Buy to Let Mortgages

If you are thinking of buying a house to rent out then you’ll probably need to apply for a buy-to-let mortgage, which allows you to buy a second home to rent out for the purpose of income or capital growth.

There are three main characteristics that make a buy-to-let mortgage different from other types of mortgages. These are:

Rent Potential – a mortgage lender will take into consideration how much rent you will earn from the property on top of your current income. But in some cases your other income will not even be looked at because the potential earnings from the property will be enough to secure a loan.

Interest Rate – buy to let mortgages tend to have slightly higher interest rates due to the fact it is a second mortgage and you will make a profit from the rent.

Larger Deposit – most mortgage lenders will require a minimum deposit of 20 or 25 per cent of the property's value to secure a buy-to-let mortgage. However, each mortgage lender has different rules for this so make sure you shop around for the best deal.

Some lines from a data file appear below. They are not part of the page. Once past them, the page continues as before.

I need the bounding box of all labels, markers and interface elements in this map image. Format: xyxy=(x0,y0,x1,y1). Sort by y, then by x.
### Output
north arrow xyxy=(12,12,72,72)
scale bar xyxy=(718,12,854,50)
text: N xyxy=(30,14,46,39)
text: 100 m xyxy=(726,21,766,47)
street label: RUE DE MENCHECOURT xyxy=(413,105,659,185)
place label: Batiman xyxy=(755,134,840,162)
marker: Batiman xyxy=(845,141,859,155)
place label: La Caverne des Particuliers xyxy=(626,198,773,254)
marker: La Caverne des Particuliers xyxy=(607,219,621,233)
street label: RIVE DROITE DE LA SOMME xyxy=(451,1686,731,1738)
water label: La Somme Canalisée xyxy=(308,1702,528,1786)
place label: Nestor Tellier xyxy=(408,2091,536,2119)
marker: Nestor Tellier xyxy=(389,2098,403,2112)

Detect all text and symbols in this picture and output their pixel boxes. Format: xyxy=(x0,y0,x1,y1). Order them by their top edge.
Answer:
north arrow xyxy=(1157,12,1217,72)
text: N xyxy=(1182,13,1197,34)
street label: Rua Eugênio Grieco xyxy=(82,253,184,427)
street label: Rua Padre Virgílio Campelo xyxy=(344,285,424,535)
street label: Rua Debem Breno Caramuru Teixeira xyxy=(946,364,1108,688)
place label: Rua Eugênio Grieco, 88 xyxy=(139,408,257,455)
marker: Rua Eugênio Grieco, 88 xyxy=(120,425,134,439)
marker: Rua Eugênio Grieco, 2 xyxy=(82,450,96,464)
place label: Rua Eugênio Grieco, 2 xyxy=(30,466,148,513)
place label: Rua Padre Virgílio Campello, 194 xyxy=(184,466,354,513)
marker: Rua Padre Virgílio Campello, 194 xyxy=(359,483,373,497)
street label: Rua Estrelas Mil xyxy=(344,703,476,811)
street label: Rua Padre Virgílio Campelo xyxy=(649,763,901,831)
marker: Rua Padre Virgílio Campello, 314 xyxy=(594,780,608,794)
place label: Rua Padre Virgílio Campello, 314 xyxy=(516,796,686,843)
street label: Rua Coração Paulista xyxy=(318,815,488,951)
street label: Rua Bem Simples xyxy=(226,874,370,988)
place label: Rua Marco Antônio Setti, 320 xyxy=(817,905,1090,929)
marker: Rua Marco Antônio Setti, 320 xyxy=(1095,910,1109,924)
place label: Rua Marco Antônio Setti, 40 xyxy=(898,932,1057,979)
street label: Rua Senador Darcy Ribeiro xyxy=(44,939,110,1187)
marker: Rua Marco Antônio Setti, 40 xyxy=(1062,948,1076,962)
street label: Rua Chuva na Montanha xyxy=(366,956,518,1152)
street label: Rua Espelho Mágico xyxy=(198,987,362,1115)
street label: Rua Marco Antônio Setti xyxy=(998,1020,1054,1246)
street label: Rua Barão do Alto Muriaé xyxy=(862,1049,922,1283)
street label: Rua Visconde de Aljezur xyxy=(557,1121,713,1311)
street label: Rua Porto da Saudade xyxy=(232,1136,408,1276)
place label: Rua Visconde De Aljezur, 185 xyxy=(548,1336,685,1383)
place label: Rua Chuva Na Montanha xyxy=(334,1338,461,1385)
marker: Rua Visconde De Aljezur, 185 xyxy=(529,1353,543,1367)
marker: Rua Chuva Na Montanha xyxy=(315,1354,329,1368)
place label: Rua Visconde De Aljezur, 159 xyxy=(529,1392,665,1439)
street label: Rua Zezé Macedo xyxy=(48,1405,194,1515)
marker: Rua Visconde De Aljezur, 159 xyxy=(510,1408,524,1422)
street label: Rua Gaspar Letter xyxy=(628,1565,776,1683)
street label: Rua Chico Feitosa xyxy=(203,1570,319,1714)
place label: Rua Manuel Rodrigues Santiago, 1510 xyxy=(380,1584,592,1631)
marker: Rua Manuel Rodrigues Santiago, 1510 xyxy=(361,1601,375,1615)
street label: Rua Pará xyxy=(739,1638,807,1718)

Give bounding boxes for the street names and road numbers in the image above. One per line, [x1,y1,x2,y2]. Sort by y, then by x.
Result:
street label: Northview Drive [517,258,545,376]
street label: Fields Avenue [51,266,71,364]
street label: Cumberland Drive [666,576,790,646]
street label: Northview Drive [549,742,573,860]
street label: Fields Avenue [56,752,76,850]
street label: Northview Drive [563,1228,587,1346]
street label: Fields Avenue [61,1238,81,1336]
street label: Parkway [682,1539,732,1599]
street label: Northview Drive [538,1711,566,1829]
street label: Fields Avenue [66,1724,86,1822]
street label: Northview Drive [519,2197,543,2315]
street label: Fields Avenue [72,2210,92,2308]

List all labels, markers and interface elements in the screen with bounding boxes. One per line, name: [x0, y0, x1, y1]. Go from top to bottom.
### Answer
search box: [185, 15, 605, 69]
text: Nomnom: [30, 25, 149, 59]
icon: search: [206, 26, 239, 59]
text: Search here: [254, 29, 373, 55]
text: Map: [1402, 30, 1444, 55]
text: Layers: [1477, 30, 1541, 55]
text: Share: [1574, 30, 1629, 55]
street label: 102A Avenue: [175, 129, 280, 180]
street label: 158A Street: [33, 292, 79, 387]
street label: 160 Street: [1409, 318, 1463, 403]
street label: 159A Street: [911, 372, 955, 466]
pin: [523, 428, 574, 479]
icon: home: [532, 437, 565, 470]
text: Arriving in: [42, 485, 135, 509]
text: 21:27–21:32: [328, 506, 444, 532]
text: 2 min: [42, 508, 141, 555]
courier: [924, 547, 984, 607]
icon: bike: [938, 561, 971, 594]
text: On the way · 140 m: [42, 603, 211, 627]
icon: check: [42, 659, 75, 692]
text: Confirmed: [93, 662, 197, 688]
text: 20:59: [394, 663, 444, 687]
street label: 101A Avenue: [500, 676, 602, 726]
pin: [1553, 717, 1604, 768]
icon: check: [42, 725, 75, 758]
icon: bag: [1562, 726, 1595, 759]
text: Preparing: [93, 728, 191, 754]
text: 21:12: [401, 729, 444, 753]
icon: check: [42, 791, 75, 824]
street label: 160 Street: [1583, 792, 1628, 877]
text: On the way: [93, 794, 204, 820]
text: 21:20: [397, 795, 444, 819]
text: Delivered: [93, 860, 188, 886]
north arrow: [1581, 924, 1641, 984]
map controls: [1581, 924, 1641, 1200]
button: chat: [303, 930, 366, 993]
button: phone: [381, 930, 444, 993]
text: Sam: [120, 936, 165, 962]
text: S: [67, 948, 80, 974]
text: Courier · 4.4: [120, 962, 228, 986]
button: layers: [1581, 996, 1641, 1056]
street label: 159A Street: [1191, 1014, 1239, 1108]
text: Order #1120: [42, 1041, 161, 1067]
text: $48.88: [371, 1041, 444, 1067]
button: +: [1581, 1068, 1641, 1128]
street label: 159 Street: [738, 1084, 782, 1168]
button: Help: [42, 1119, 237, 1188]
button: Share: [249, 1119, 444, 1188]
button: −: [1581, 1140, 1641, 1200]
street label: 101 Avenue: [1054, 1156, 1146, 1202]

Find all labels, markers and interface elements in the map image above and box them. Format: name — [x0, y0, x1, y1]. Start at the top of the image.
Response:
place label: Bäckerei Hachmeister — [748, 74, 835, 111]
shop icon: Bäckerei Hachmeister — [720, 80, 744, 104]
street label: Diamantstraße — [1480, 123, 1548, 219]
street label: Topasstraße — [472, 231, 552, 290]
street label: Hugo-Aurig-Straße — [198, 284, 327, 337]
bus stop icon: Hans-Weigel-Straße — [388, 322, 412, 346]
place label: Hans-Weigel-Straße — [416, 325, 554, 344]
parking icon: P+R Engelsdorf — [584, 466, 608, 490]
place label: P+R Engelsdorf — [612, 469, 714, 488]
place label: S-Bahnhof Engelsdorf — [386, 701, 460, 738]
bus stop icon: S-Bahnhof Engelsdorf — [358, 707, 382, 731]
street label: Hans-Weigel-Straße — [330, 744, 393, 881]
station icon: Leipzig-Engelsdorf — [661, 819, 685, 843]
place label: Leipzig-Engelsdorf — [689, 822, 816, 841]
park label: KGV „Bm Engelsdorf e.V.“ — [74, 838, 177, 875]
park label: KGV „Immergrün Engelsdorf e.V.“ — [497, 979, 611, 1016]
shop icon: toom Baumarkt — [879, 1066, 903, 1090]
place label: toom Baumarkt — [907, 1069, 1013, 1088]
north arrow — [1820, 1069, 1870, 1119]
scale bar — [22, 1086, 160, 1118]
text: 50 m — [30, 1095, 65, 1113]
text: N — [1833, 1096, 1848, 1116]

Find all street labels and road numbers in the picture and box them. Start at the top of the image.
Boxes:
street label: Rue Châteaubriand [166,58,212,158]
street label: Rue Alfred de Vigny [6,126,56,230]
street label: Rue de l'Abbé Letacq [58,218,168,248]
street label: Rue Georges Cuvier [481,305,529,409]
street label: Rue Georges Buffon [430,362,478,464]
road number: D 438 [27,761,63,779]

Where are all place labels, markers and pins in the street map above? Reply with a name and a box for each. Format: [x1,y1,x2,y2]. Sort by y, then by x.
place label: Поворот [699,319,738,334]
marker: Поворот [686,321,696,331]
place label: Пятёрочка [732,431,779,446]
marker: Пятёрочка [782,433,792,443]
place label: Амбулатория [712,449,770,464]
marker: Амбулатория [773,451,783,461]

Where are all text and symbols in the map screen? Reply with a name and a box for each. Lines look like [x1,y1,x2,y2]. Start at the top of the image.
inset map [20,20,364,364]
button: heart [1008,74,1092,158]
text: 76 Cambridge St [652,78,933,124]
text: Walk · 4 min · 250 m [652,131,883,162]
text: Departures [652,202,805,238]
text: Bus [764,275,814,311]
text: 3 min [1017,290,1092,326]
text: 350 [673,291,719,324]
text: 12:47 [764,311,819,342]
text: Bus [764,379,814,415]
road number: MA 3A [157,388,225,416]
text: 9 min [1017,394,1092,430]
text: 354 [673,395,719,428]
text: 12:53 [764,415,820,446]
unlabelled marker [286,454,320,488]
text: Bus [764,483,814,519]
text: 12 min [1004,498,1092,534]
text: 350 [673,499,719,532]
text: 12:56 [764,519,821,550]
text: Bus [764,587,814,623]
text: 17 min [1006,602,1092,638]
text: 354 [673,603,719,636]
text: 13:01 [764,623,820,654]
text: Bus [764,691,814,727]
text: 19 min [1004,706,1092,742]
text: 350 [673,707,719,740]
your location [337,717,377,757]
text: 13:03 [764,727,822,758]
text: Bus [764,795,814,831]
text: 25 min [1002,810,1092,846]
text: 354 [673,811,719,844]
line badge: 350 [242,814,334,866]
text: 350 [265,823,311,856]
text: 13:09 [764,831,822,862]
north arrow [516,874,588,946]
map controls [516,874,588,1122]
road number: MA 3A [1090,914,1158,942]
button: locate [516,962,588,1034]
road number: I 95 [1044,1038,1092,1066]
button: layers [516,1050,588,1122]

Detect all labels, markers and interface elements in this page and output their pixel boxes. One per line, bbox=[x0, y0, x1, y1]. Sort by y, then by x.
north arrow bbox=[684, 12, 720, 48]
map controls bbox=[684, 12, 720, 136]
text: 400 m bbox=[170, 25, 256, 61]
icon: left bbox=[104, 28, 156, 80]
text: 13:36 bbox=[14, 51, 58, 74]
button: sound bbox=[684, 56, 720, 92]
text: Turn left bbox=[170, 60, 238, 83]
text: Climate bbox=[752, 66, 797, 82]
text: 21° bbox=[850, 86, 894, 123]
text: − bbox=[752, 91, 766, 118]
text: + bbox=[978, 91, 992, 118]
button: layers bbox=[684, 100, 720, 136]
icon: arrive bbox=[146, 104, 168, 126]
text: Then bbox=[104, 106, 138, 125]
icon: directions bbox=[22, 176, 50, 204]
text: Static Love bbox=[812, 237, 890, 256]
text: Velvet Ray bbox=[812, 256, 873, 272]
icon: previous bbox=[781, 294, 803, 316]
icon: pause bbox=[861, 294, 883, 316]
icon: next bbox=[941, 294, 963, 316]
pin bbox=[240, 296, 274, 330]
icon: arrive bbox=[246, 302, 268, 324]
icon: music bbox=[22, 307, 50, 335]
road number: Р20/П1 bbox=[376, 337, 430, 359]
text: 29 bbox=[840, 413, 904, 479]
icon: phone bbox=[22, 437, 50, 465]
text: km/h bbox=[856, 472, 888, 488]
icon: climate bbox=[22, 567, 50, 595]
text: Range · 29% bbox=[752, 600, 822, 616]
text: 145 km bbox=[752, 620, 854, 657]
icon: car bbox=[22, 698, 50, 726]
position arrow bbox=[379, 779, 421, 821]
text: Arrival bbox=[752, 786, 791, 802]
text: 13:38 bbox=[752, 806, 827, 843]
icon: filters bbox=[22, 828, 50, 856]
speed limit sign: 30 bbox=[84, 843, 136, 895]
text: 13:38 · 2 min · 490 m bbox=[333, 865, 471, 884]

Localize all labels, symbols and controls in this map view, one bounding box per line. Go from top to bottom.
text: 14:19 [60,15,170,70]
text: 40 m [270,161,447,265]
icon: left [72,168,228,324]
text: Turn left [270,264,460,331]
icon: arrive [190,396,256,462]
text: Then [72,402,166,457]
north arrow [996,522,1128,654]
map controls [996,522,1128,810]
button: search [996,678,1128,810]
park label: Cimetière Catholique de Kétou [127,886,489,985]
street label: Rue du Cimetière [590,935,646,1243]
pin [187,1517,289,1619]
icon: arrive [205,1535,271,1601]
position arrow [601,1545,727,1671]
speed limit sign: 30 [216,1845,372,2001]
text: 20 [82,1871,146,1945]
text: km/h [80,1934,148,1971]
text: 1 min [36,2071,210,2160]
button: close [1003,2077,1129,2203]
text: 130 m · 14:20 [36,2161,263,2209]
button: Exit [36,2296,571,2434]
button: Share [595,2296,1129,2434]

Before you buy a house to rent out you need to decide whether your main objective is income or capital growth. This basically means you have to decide whether you want to make a profit month on month or make a profit through increased equity from the second property as its value rises over time. This decision will probably affect the type of property you buy and the location of it.

Along with a buy-to-let mortgage there are other costs involved in renting out a house, including maintenance costs, letting agent’s fees, ground rent, and insurance. These should be taken into account before you buy a property to rent out.